Work instructions »
Omit the pictures, but give back every entry below exactly as written.

--- Records for this exercise Enclosed Below ---

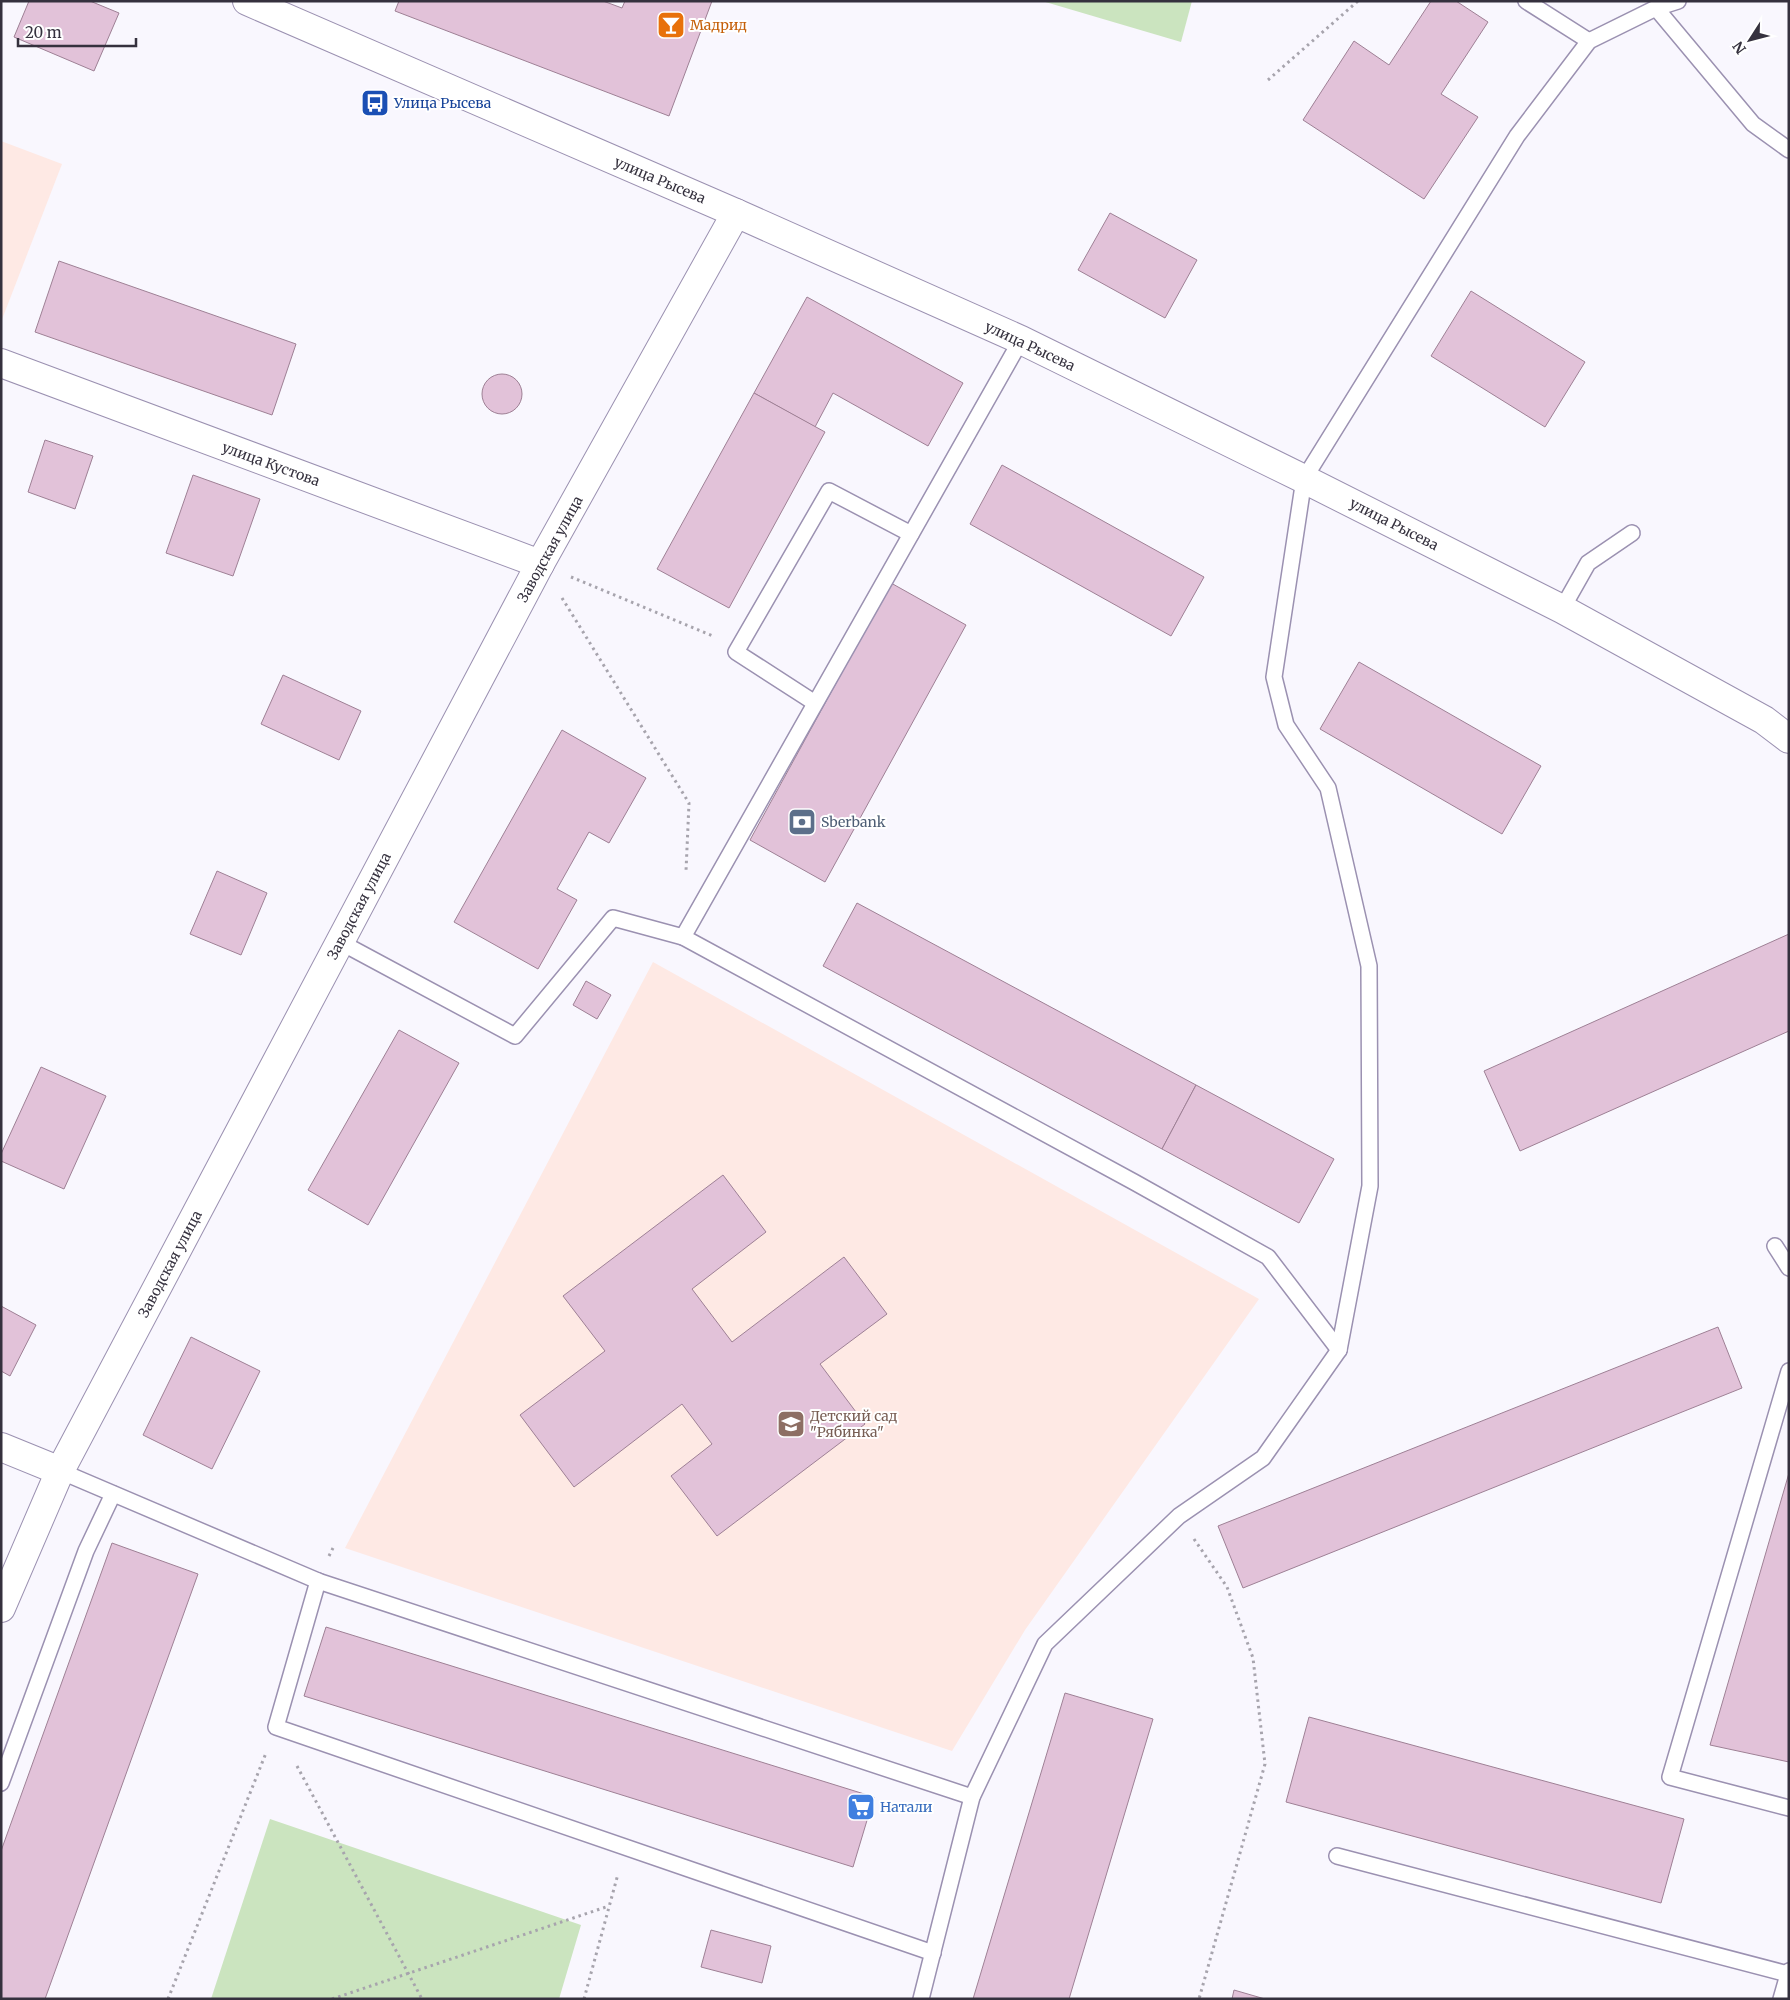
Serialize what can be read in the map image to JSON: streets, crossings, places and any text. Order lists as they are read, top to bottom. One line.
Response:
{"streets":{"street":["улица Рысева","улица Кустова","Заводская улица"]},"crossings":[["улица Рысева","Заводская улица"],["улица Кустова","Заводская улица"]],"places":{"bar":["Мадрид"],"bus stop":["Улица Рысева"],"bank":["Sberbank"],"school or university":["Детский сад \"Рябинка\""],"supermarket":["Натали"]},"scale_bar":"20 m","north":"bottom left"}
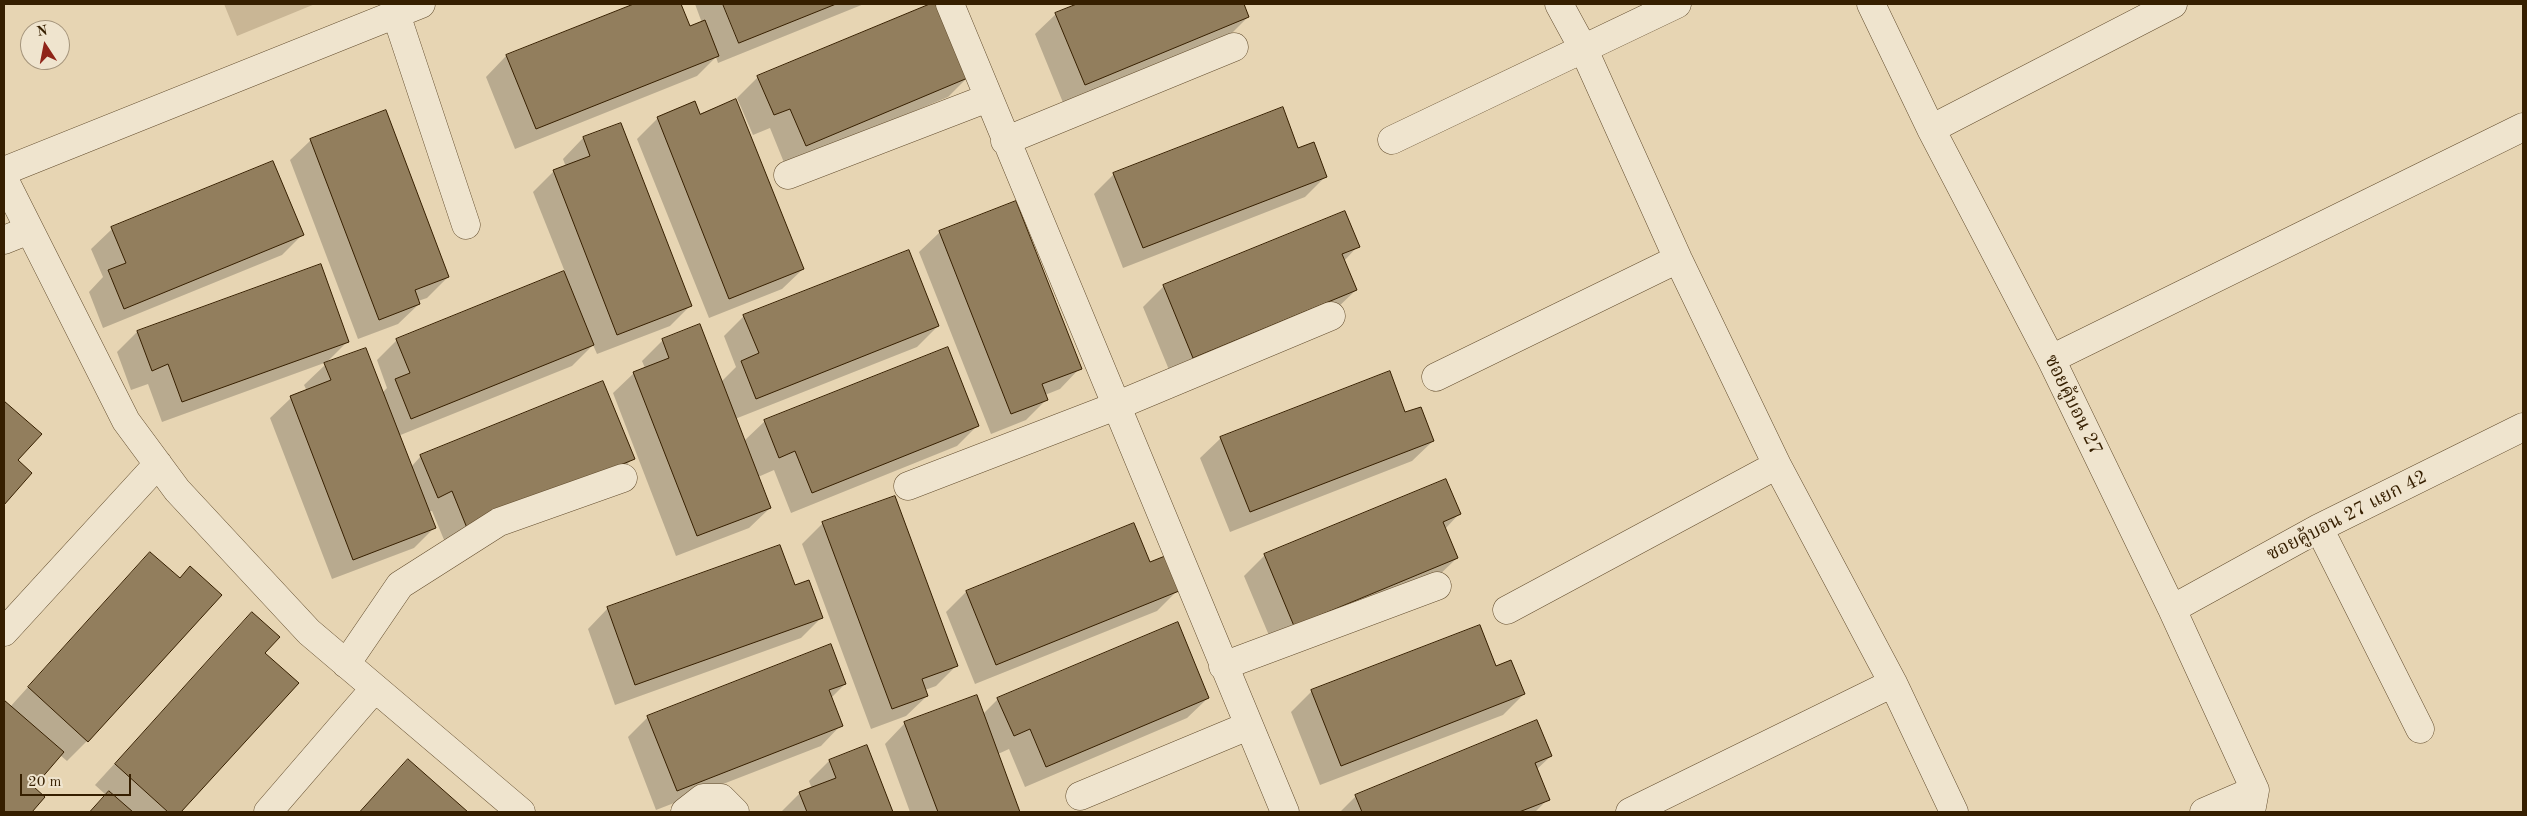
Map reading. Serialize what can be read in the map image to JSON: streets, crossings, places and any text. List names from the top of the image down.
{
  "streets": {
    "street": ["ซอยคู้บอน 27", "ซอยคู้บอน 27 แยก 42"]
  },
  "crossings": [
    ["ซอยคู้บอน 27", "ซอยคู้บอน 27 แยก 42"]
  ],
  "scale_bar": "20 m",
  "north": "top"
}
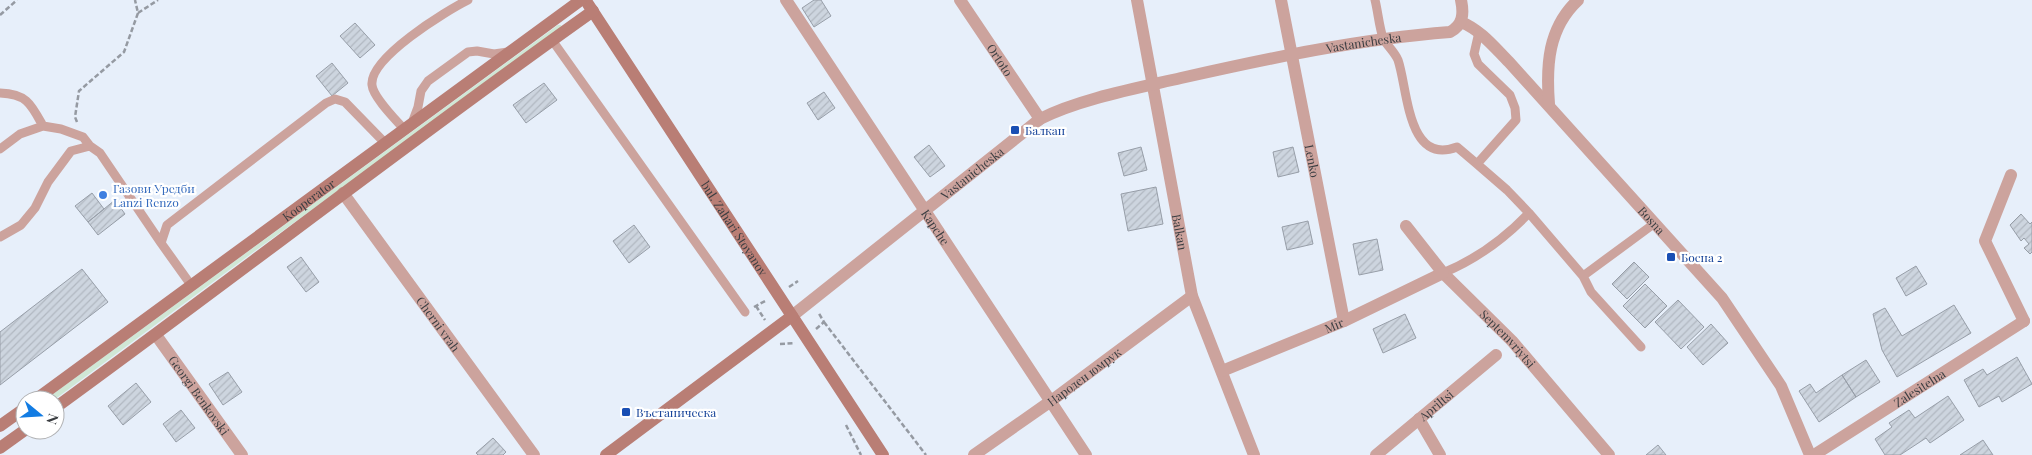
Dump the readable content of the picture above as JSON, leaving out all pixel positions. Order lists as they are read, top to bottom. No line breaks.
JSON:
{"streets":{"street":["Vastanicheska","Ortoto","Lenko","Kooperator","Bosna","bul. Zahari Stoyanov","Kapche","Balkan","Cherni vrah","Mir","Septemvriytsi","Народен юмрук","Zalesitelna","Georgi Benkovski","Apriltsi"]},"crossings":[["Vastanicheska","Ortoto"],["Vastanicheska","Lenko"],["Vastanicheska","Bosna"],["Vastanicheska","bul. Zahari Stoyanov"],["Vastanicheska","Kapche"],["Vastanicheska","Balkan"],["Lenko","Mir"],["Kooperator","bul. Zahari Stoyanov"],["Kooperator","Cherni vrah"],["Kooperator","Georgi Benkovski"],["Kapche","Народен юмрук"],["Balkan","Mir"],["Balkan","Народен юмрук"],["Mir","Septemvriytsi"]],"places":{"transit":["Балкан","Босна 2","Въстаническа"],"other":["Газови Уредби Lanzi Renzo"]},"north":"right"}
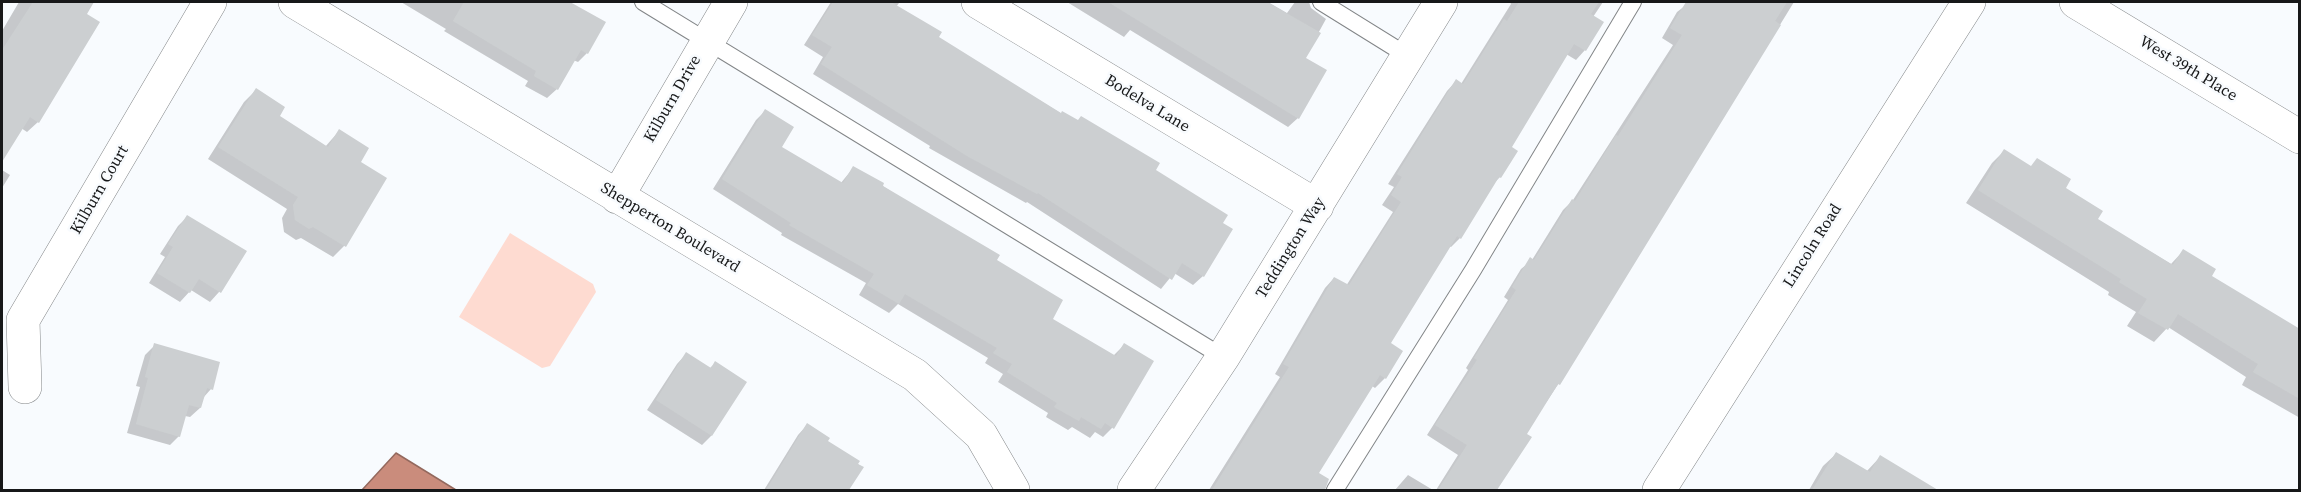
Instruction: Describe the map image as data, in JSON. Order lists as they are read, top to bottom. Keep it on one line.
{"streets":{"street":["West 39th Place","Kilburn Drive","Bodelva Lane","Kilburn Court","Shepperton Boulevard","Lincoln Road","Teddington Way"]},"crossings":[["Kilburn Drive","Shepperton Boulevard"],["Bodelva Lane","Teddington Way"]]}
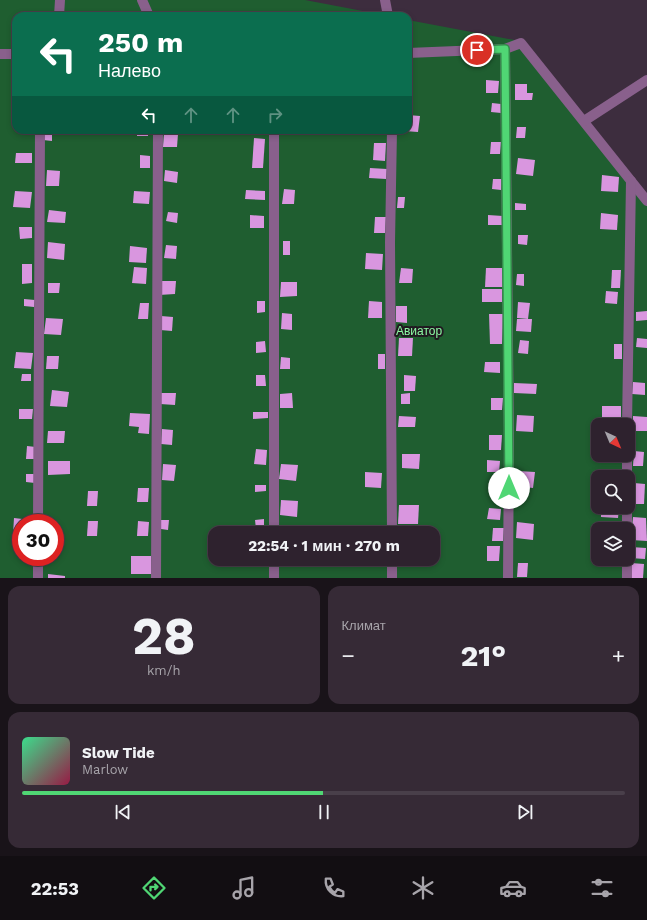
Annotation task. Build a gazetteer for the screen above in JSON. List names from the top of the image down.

--- End of Enclosed Records for this exercise ---

Task response »
Serialize what can be read in the map image to JSON: streets, crossings, places and any text. Order lists as they are read, top to bottom. One line.
Response:
{"streets":{"street":["улица Рысева","улица Кустова","Заводская улица"]},"crossings":[["улица Рысева","Заводская улица"],["улица Кустова","Заводская улица"]],"places":{"bar":["Мадрид"],"bus stop":["Улица Рысева"],"bank":["Sberbank"],"school or university":["Детский сад \"Рябинка\""],"supermarket":["Натали"]},"scale_bar":"20 m","north":"bottom left"}
Map reading. Serialize what can be read in the map image to JSON: streets, crossings, places and any text. List names from the top of the image down.
{
  "streets": {
    "street": ["ซอยคู้บอน 27", "ซอยคู้บอน 27 แยก 42"]
  },
  "crossings": [
    ["ซอยคู้บอน 27", "ซอยคู้บอน 27 แยก 42"]
  ],
  "scale_bar": "20 m",
  "north": "top"
}
Dump the readable content of the picture above as JSON, leaving out all pixel positions. Order lists as they are read, top to bottom. No line breaks.
JSON:
{"streets":{"street":["Vastanicheska","Ortoto","Lenko","Kooperator","Bosna","bul. Zahari Stoyanov","Kapche","Balkan","Cherni vrah","Mir","Septemvriytsi","Народен юмрук","Zalesitelna","Georgi Benkovski","Apriltsi"]},"crossings":[["Vastanicheska","Ortoto"],["Vastanicheska","Lenko"],["Vastanicheska","Bosna"],["Vastanicheska","bul. Zahari Stoyanov"],["Vastanicheska","Kapche"],["Vastanicheska","Balkan"],["Lenko","Mir"],["Kooperator","bul. Zahari Stoyanov"],["Kooperator","Cherni vrah"],["Kooperator","Georgi Benkovski"],["Kapche","Народен юмрук"],["Balkan","Mir"],["Balkan","Народен юмрук"],["Mir","Septemvriytsi"]],"places":{"transit":["Балкан","Босна 2","Въстаническа"],"other":["Газови Уредби Lanzi Renzo"]},"north":"right"}
Instruction: Describe the map image as data, in JSON. Order lists as they are read, top to bottom. Keep it on one line.
{"streets":{"street":["West 39th Place","Kilburn Drive","Bodelva Lane","Kilburn Court","Shepperton Boulevard","Lincoln Road","Teddington Way"]},"crossings":[["Kilburn Drive","Shepperton Boulevard"],["Bodelva Lane","Teddington Way"]]}
Annotation task. Build a gazetteer for the screen above in JSON. List names from the top of the image down.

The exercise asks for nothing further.